Contra funds, which in the last five years have given high to very-high returns, may not be sticking to their investment policy, say analysts.

Contra funds have an investment policy of going against the tide. They invest in sectors and stocks that may underperform in the short-term but have high potential in the medium to long-term.

However, fund analysts say that these funds are no longer following this mandate and are behaving like any other equity diversified scheme and, therefore, may be on their way out.

Between 2005 and 2007 various fund houses launched contra funds. But after 2007, no contra fund has been launched. J M Contra Fund, which was launched in 2007, merged with JM Multi Strategy Fund on April 1.

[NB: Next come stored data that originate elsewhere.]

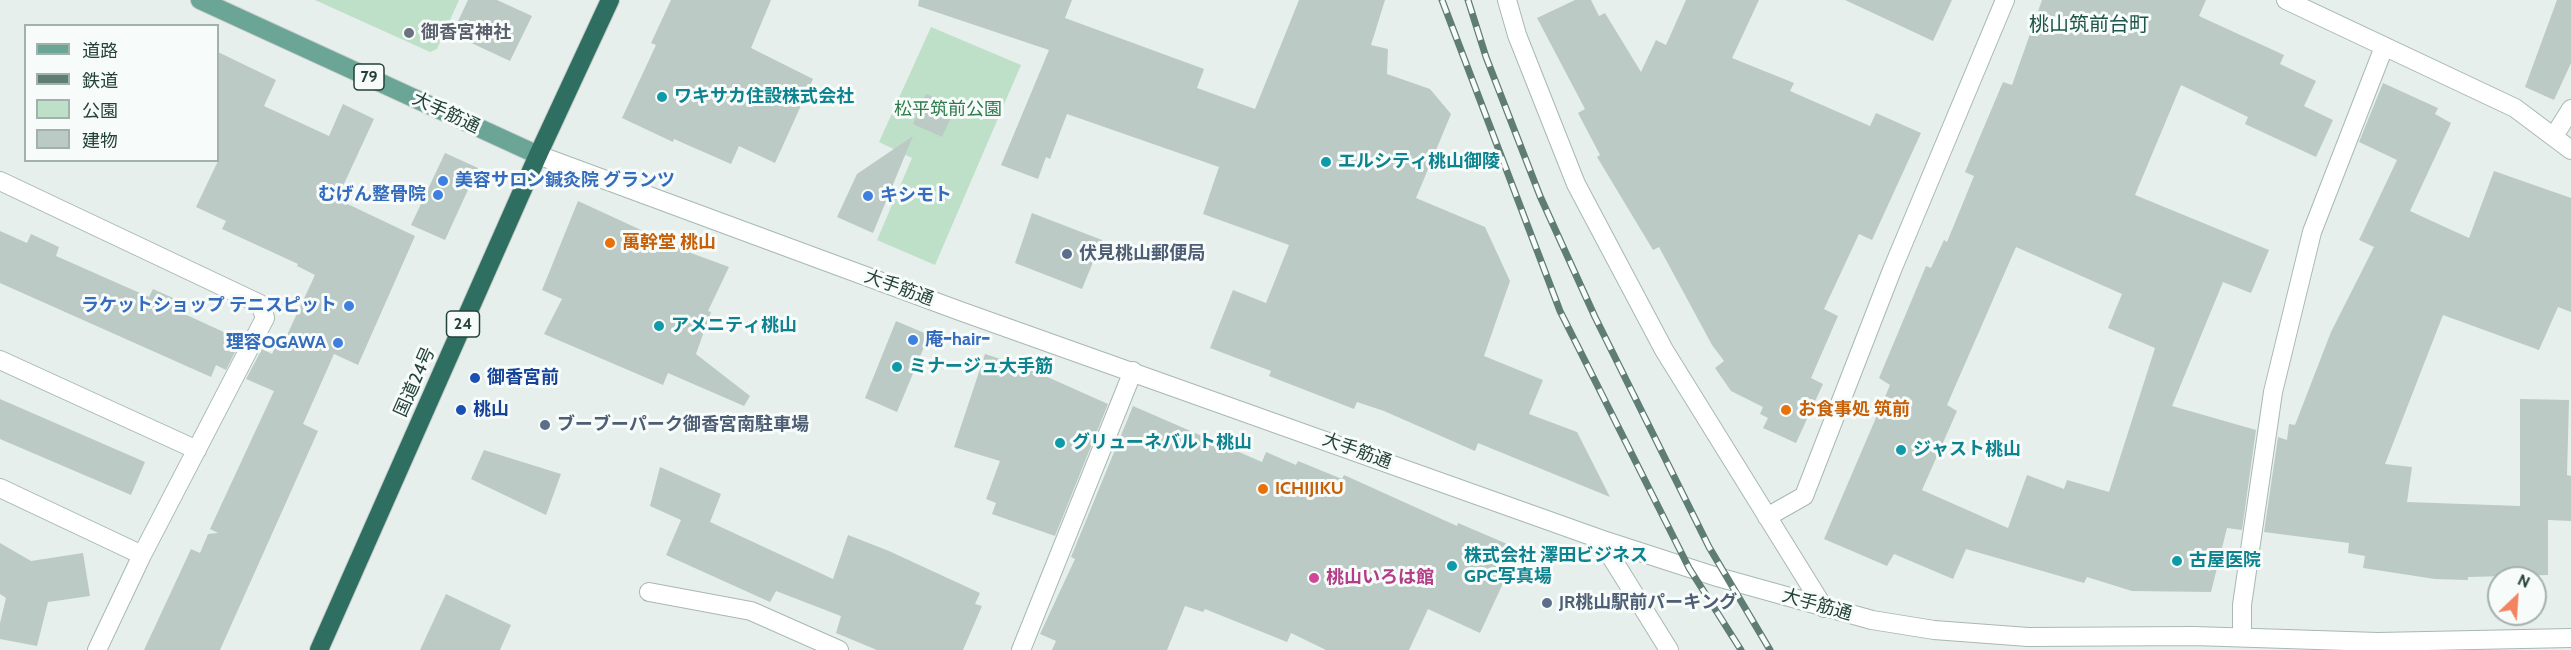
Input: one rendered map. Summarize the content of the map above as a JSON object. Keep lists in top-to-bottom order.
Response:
{
  "streets": {
    "highway": ["24", "国道24号"],
    "main road": ["79", "大手筋通"]
  },
  "crossings": [
    ["大手筋通", "国道24号"]
  ],
  "districts": ["桃山筑前台町"],
  "parks": ["松平筑前公園"],
  "places": [
    "御香宮神社",
    "ワキサカ住設株式会社",
    "エルシティ桃山御陵",
    "美容サロン鍼灸院 グランツ",
    "むげん整骨院",
    "キシモト",
    "萬幹堂 桃山",
    "伏見桃山郵便局",
    "ラケットショップ テニスピット",
    "アメニティ桃山",
    "庵ｰhairｰ",
    "理容OGAWA",
    "ミナージュ大手筋",
    "御香宮前",
    "桃山",
    "お食事処 筑前",
    "ブーブーパーク御香宮南駐車場",
    "グリューネバルト桃山",
    "ジャスト桃山",
    "ICHIJIKU",
    "古屋医院",
    "株式会社 澤田ビジネス GPC写真場",
    "桃山いろは館",
    "JR桃山駅前パーキング"
  ],
  "legend": [
    "道路",
    "鉄道",
    "公園",
    "建物"
  ],
  "north": "top right"
}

Today there are seven contra funds in the industry. Of these, SBI Magnum Contra Fund, which was the first contra fund to be launched, has since inception (1999) given 17.20 per cent in annualised returns. However, last six-month returns for the fund were -7.36 per cent.

Tata Contra Fund, which has since inception in 2005 given 10.96 per cent annualised returns, has been the top performing fund in the 1-year, 6-month and 3-month categories (see table).

“There is generally a mistaken belief that contra funds invest in stocks of godforsaken companies,” said Mr Bhupinder Sethi, Co-Head-Equities, Tata Asset Management and fund manager of Tata Contra Fund. “Principally, we buy into growth companies early when they are under-owned and under-appreciated, buying them when they go through lean patches, or buying them when they are hit by company specific bad news, which is temporary in nature, enabling an investor to buy them cheap.”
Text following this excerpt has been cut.